Diluar dugaan, bukannya tersentuh, Ansara malah terkekeh, meski susah payah sebab terhalang alat bantu nafas. Gadis itu hanya melirik sekilas pada Bumi yang kini terlihat kebingungan di tempatnya, masih juga berlutut di lantai dingin rumah sakit itu. Ansara memainkan nada bicaranya bak tengah menyindir, bicaranya pun sudah terdengar makin lancar, tidak terbata lagi, meski terdengar dipaksakan. "Pasti kamu begini juga waktu pacarmu ancam mau tinggalin kamu, kan? Berlutut mohon-mohon, gini? Apa memang hobimu begini ya, Bumi? Berlagak seolah-olah kamu pihak yang paling tersiksa dan aku pihak yang salah".

Entah siapa sosok yang tengah berbicara dengannya sekarang, Bumi seakan tak lagi mengenali. Bagaimana caranya Ansaranya yang manis dan begitu lembut berubah menjadi seorang yang gemar memojokannya begini?

Meski harus diakui, omongannya tak sepenuhnya salah, nampaknya ini bukan kali pertama Bumi memohon sesuatu hingga berlutut pada seseorang.

Baik, jika kamu mau bermain cerdik begini, saya juga bisa. Kamu jelas salah pilih lawan, Ansara.

"Kalo memang saya seburuk itu di matamu, dan kalo memang kamu seingin itu pisah dari saya. Saya tanya ke kamu sekarang, kenapa kamu pakai cincin pernikahan kita di hari dimana seharusnya kamu menerima tandatangan saya di berkas perceraian kita?". Tanya Bumi, langsung pada intinya. Lelaki itu seakan ikut bermain pada ritme yang Ansara mainkan lebih dulu. "Saya ingat dengan jelas, dua kali kita ketemu setelah pertengkaran malam itu, kamu gak lagi pakai cincin pernikahan kita. Lantas kenapa malam ini cincin itu ada di jarimu, Ansara?".

Gantian, kini Ansara yang terdiam. Jelas, Bumi langsung menyasar pada satu hal yang mampu membuat Ansara kalah telak. Lelaki itu memang bukan orang sembarangan. Bumi jelas mengetahui persis bagaimana caranya membalikkan keadaan di situasi yang tidak memungkinkan.

"Kenapa diam? Susah pertanyaan saya?". Sambung Bumi, kini menekankan nada bicaranya.

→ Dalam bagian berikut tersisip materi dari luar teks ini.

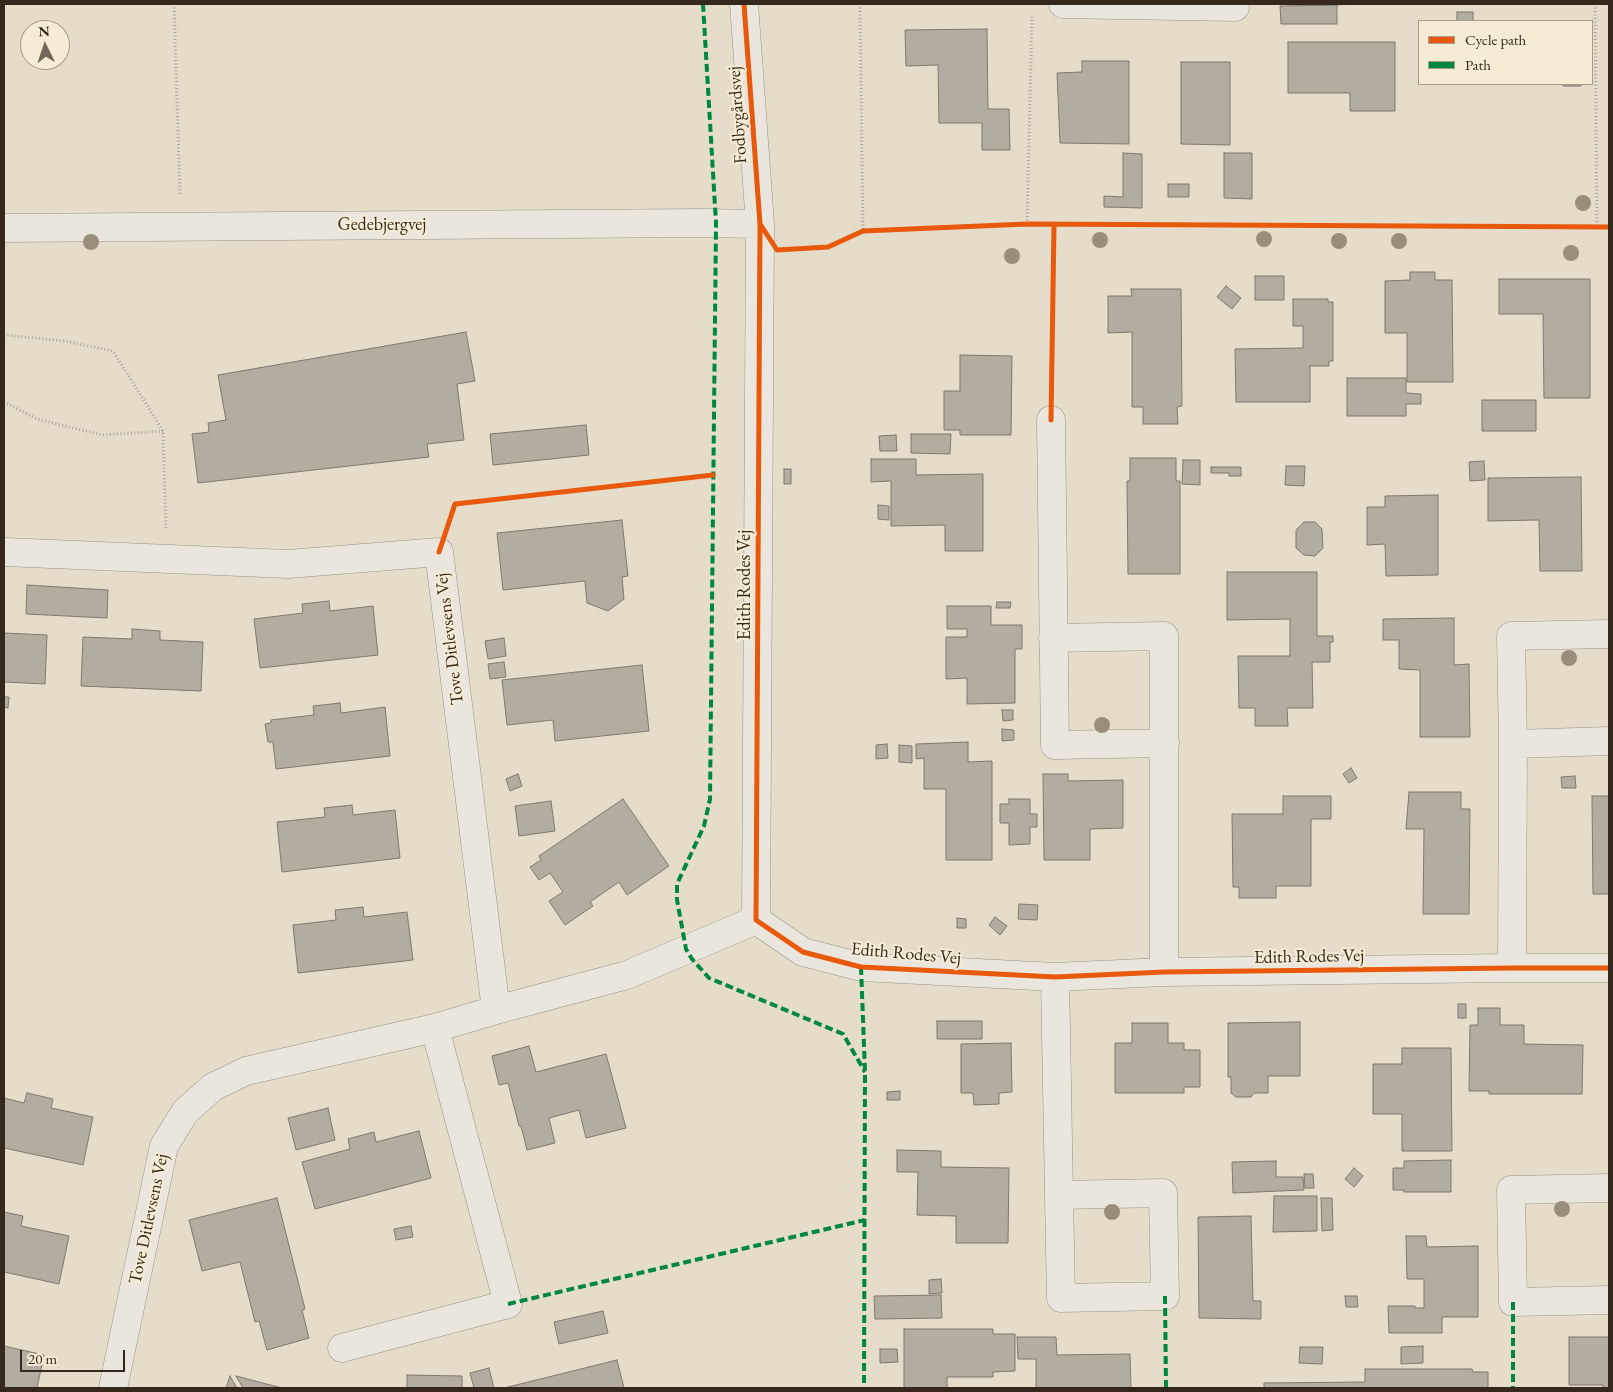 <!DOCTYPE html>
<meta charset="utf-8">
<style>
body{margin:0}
#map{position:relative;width:1613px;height:1392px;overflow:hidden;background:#e5ddca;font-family:"EB Garamond",serif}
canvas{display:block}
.frame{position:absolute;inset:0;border:5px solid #34271b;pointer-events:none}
.legend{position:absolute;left:1418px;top:20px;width:175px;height:65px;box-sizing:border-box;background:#f6ecd5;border:1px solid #a89d8b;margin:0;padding:6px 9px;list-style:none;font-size:15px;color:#34271b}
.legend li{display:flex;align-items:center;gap:10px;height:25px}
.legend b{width:25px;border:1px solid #a89d8b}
.north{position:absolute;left:20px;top:20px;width:50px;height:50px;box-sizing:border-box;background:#f6ecd5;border:1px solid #a89d8b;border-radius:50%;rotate:356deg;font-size:14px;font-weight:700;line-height:20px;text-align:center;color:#34271b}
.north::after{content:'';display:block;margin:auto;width:18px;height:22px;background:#726758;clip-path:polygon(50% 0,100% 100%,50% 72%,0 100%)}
.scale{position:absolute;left:20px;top:1350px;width:105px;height:22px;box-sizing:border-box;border:2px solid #34271b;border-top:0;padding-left:6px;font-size:15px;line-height:18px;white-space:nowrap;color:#34271b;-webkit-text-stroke:4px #f6ecd5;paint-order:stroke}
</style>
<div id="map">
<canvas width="1613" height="1392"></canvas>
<div class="frame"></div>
<ul class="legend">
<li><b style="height:6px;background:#e8590c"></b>Cycle path</li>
<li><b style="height:6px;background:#00873e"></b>Path</li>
</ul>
<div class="north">N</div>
<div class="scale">20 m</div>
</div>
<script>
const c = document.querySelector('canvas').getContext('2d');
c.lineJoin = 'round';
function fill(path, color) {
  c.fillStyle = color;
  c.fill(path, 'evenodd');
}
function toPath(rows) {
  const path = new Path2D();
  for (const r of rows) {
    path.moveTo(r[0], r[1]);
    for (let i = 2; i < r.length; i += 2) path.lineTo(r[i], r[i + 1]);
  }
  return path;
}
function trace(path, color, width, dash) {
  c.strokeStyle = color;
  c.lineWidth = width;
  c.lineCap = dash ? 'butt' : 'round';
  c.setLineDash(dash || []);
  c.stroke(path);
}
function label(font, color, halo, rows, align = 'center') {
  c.font = font + ' "EB Garamond",serif';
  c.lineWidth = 4;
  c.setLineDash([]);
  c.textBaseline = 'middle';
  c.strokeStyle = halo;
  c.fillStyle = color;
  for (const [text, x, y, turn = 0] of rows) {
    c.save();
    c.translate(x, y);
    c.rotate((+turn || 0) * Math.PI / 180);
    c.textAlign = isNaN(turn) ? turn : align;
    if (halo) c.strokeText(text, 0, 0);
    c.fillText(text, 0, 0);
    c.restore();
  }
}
const building = toPath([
 [1317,4,1385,4,1317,5,1317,4],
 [1337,5,1337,24,1281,24,1280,6,1337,5],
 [1457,12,1473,12,1473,21,1457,21,1457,12],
 [987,29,988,109,1009,109,1010,150,982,150,982,123,939,123,938,65,906,66,905,30,987,29],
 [1288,42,1395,42,1395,111,1350,111,1350,93,1288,93,1288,42],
 [1082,61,1129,61,1129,144,1060,143,1057,73,1082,72,1082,61],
 [1181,62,1230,62,1230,145,1181,144,1181,62],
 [1563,84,1581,84,1581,86,1563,86,1563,84],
 [1123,153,1142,154,1142,208,1104,207,1104,196,1123,197,1123,153],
 [1224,153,1252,153,1252,199,1224,198,1224,153],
 [1168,184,1189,184,1189,197,1168,197,1168,184],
 [1410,272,1435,272,1435,280,1452,280,1453,382,1407,382,1407,333,1385,333,1385,281,1410,280,1410,272],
 [1255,276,1284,276,1284,300,1255,300,1255,276],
 [1499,279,1590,279,1590,398,1544,398,1543,314,1499,314,1499,279],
 [1226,286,1241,298,1232,309,1217,297,1226,286],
 [1131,289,1181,289,1182,406,1177,407,1178,424,1143,424,1143,407,1132,407,1132,332,1108,333,1108,296,1132,296,1131,289],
 [1293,299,1328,299,1328,302,1333,302,1333,361,1329,361,1329,366,1310,366,1310,402,1236,402,1235,349,1303,348,1303,326,1293,326,1293,299],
 [466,332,475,381,457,384,464,440,427,444,429,457,198,483,192,434,209,432,208,423,226,420,218,375,466,332],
 [960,355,1012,356,1011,435,960,435,960,430,944,430,944,391,960,391,960,355],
 [1347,378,1406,378,1406,393,1421,394,1421,404,1406,404,1406,416,1347,416,1347,378],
 [1482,400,1536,400,1536,431,1482,431,1482,400],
 [586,425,589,455,493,465,490,434,586,425],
 [911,434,951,434,950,454,911,453,911,434],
 [896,435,897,451,880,451,879,436,896,435],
 [1130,458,1176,458,1176,481,1180,481,1180,574,1128,574,1127,481,1130,481,1130,458],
 [871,459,916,459,916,475,983,474,983,551,945,551,945,525,891,526,891,481,871,482,871,459],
 [1183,460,1200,460,1200,485,1182,484,1183,460],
 [1484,461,1485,480,1470,481,1469,462,1484,461],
 [1286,466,1305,466,1304,486,1285,485,1286,466],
 [1211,467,1241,467,1241,476,1229,476,1229,473,1211,473,1211,467],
 [784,469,791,469,791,484,784,484,784,469],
 [1581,477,1582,571,1540,571,1539,520,1488,521,1488,478,1581,477],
 [1438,495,1438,575,1386,576,1385,544,1367,545,1367,507,1385,507,1385,496,1438,495],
 [878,505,889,506,889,520,878,519,878,505],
 [622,520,628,576,622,577,624,599,608,611,587,603,585,581,503,590,497,533,622,520],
 [1304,522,1315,522,1322,529,1323,548,1315,556,1304,555,1296,548,1296,530,1304,522],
 [1227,572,1317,572,1317,636,1333,636,1333,642,1330,642,1330,662,1312,662,1313,708,1287,708,1288,726,1255,726,1255,708,1239,708,1238,656,1290,656,1290,619,1227,620,1227,572],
 [27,585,108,590,107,618,26,614,27,585],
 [329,601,330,611,373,606,378,655,260,668,254,619,303,613,302,604,329,601],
 [997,602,1011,602,1010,608,996,608,997,602],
 [947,606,991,606,991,625,1022,625,1022,649,1015,649,1015,703,967,704,967,678,946,679,946,637,967,637,967,629,947,629,947,606],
 [1454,618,1454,665,1469,664,1470,737,1420,737,1420,670,1399,669,1399,640,1383,640,1383,619,1454,618],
 [4,624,4,633,47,635,45,684,4,682,4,624],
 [132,629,160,631,160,640,203,642,201,691,81,686,83,637,132,639,132,629],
 [504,638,506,656,488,659,485,641,504,638],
 [504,662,506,677,490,679,488,664,504,662],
 [642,665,649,731,555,741,553,720,507,725,502,680,642,665],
 [4,697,9,697,8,708,4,707,4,697],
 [340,703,341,713,385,707,390,756,276,769,273,742,268,742,265,724,271,723,271,720,314,715,313,706,340,703],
 [1002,710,1013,710,1013,720,1003,721,1002,710],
 [1002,729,1014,730,1014,740,1002,741,1002,729],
 [968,742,968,762,992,761,992,860,946,860,946,789,924,789,924,758,916,759,916,744,968,742],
 [887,744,888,758,876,759,876,745,887,744],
 [899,745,912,746,912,763,899,762,899,745],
 [1351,768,1357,778,1349,783,1343,774,1351,768],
 [518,774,522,786,510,791,506,779,518,774],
 [1043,774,1068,774,1068,781,1123,780,1123,828,1090,829,1090,860,1044,860,1043,774],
 [1575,776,1576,788,1562,788,1561,777,1575,776],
 [1409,792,1461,792,1461,809,1470,809,1469,914,1423,914,1424,829,1406,829,1409,792],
 [1283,796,1331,796,1331,819,1311,819,1311,886,1276,886,1276,898,1239,898,1239,887,1233,887,1232,814,1283,814,1283,796],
 [1592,796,1609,796,1609,894,1593,894,1592,796],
 [623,799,669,866,627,895,619,882,590,902,593,906,565,925,549,901,563,892,550,873,539,880,530,867,541,860,539,856,623,799],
 [1009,799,1030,799,1030,814,1037,814,1037,827,1030,827,1030,844,1009,845,1009,823,1000,823,1000,804,1009,804,1009,799],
 [551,801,555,831,519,836,515,806,551,801],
 [352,805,353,815,395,810,400,858,282,872,277,822,325,817,324,808,352,805],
 [1019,904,1038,905,1037,920,1018,919,1019,904],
 [363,907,364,917,407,912,413,960,298,973,293,925,336,920,335,910,363,907],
 [995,917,1007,926,1000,935,989,925,995,917],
 [957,918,966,919,966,928,957,928,957,918],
 [1458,1004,1466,1004,1466,1018,1458,1018,1458,1004],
 [1478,1008,1500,1008,1500,1025,1524,1025,1524,1044,1583,1045,1582,1094,1489,1094,1489,1091,1469,1091,1470,1025,1478,1025,1478,1008],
 [937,1021,982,1021,982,1039,937,1039,937,1021],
 [1300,1022,1300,1076,1268,1076,1268,1093,1254,1093,1251,1097,1236,1097,1231,1093,1231,1077,1228,1077,1228,1023,1300,1022],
 [1132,1023,1168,1023,1168,1043,1184,1043,1184,1050,1200,1050,1200,1087,1184,1087,1184,1093,1115,1093,1115,1043,1132,1043,1132,1023],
 [1011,1043,1012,1092,999,1093,999,1104,974,1105,973,1093,961,1093,961,1044,1011,1043],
 [529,1046,536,1072,606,1054,626,1128,586,1138,579,1110,549,1118,555,1143,527,1150,521,1126,519,1126,508,1083,499,1085,492,1056,529,1046],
 [1402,1048,1451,1048,1452,1151,1402,1151,1402,1114,1373,1114,1373,1064,1402,1064,1402,1048],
 [900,1091,900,1100,887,1100,887,1092,900,1091],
 [27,1093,53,1099,51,1108,93,1117,83,1165,4,1148,4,1098,24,1103,27,1093],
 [328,1108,335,1140,296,1150,288,1118,328,1108],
 [419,1131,431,1178,315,1209,302,1162,350,1149,348,1139,374,1132,376,1142,419,1131],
 [897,1150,941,1151,941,1167,1009,1168,1008,1243,956,1243,956,1216,917,1215,918,1172,897,1172,897,1150],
 [1451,1160,1451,1192,1404,1192,1404,1190,1393,1190,1393,1168,1404,1168,1404,1161,1451,1160],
 [1276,1161,1276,1177,1303,1177,1304,1190,1233,1193,1232,1162,1276,1161],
 [1354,1168,1363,1176,1354,1187,1345,1179,1354,1168],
 [1304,1174,1313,1174,1314,1188,1305,1188,1304,1174],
 [1274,1196,1317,1196,1317,1231,1273,1232,1274,1196],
 [277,1198,305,1309,302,1310,309,1338,267,1350,259,1321,255,1322,240,1262,202,1271,189,1220,277,1198],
 [1321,1198,1332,1198,1333,1230,1322,1231,1321,1198],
 [4,1212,23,1216,21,1226,69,1236,59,1284,4,1272,4,1212],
 [1251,1216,1253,1301,1261,1301,1261,1319,1199,1318,1198,1217,1251,1216],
 [411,1226,413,1237,396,1240,394,1229,411,1226],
 [1406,1236,1426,1236,1427,1247,1478,1246,1478,1317,1442,1317,1442,1333,1389,1333,1388,1306,1415,1306,1415,1308,1424,1308,1424,1279,1407,1279,1406,1236],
 [941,1279,942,1293,929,1294,929,1280,941,1279],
 [941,1295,942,1318,875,1319,874,1296,941,1295],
 [1345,1296,1357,1296,1358,1307,1346,1307,1345,1296],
 [603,1311,608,1333,559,1344,554,1322,603,1311],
 [904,1329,993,1329,993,1334,1015,1334,1015,1371,993,1372,993,1377,947,1377,947,1388,904,1388,904,1329],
 [1017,1337,1056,1337,1057,1355,1130,1354,1131,1388,1036,1388,1036,1359,1018,1359,1017,1337],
 [1569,1337,1609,1337,1609,1388,1603,1388,1603,1385,1569,1385,1569,1337],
 [4,1346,44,1355,37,1388,4,1388,4,1346],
 [1423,1346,1423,1363,1401,1364,1401,1347,1423,1346],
 [1300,1347,1323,1347,1322,1364,1299,1363,1300,1347],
 [880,1349,897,1349,898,1362,880,1363,880,1349],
 [617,1360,624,1388,504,1388,617,1360],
 [489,1368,494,1388,474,1388,470,1373,489,1368],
 [1365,1369,1472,1369,1473,1372,1488,1372,1488,1388,1264,1388,1264,1383,1365,1382,1365,1369],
 [407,1375,462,1376,462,1388,407,1388,407,1375],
 [230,1376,237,1388,226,1388,230,1376],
 [236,1376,282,1388,243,1388,236,1376]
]);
fill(building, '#b3ad9f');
trace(building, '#7f796e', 1);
const minor = toPath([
 [744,4,760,224,756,920,803,952,861,967,1055,977,1164,972,1512,968,1609,968],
 [1063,4,1235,7],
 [4,228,702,223,760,224],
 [1051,420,1055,745,1165,743],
 [4,552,288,564,439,552,496,1010],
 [1053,638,1164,636,1164,972],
 [1513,744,1609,741],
 [1512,968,1513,744,1511,636,1609,634],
 [1055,977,1059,1195,1163,1193,1165,1296,1061,1298,1059,1195],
 [1609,1188,1511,1190,1513,1302,1609,1300],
 [342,1348,508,1304,435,1028],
 [113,1388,164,1146,185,1112,213,1087,246,1071,435,1028,496,1010,627,975,756,920]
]);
trace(minor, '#989286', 29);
trace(toPath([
 [174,4,180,196],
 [860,4,863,231],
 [1595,4,1597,226],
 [1027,224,1032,15],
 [4,335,65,341,113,351,163,431,166,528],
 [4,402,37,419,102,435,163,431]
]), '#aaa59c', 3, [1, 2.5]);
trace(minor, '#eae6dd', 28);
trace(toPath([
 [703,4,716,223,710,799,704,826,677,884,677,900,686,949,692,959,709,978,843,1034,865,1072],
 [861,967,865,1072,864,1388],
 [1165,1296,1166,1388],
 [1513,1302,1513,1388],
 [508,1304,865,1220]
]), '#00873e', 4, [8, 4]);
trace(toPath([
 [744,4,760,224,756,920,803,952,861,967,1055,977,1164,972,1512,968,1609,968],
 [760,224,777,250,828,247,863,231,1027,224,1609,227],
 [1051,420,1054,225],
 [439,552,455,504,713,475]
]), '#e8590c', 5);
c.fillStyle = '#998e7c';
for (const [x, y] of [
 [1583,203],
 [1264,239],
 [1100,240],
 [1339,241],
 [1399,241],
 [91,242],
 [1571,253],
 [1012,256],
 [1569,658],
 [1102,725],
 [1562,1209],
 [1112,1212]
]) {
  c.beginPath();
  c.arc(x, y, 8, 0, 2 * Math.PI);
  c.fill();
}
label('18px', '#34271b', '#f6ecd5', [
 ["Fodbygårdsvej",738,115,-94],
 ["Gedebjergvej",382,225],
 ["Edith Rodes Vej",745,585,-90],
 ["Tove Ditlevsens Vej",450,639,-97],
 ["Edith Rodes Vej",906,954,5],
 ["Edith Rodes Vej",1309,957,-1],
 ["Tove Ditlevsens Vej",149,1219,-78]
]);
</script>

Ansara masih juga terdiam. Gadis itu sontak menutupi cincin di jari manisnya, berharap ia memiliki jawaban yang paling masuk akal selain alasan jujur yang tidak seharusnya ia bagikan pada Bumi.

Merasa tak ada lagi sanggahan dari Ansara, Bumi lantas bangkit. Lelaki itu kini berdiri dekat dengan bangsal Ansara dan menatapnya tajam. "Saya tahu keinginanmu dan saya sama Ansara. Gimana pun mulutmu berusaha meyakinkan, hatimu gak bisa bohong. Kamu juga gak menginginkan perceraian".

Butuh waktu lama bagi keduanya terdiam, sama-sama tenggelam dalam rasa yang familier, yaitu kalut. Hingga pada akhirnya, bibir Ansara bisa kembali berucap, mengucapkan kata yang sama persis dengan isi hatinya.

"Alasanku pakai cincin ini hari ini, itu cuma satu. Aku ingin mengenang bagaimana rasanya ada di pernikahan, sebelum akhirnya aku akan kehilangan itu".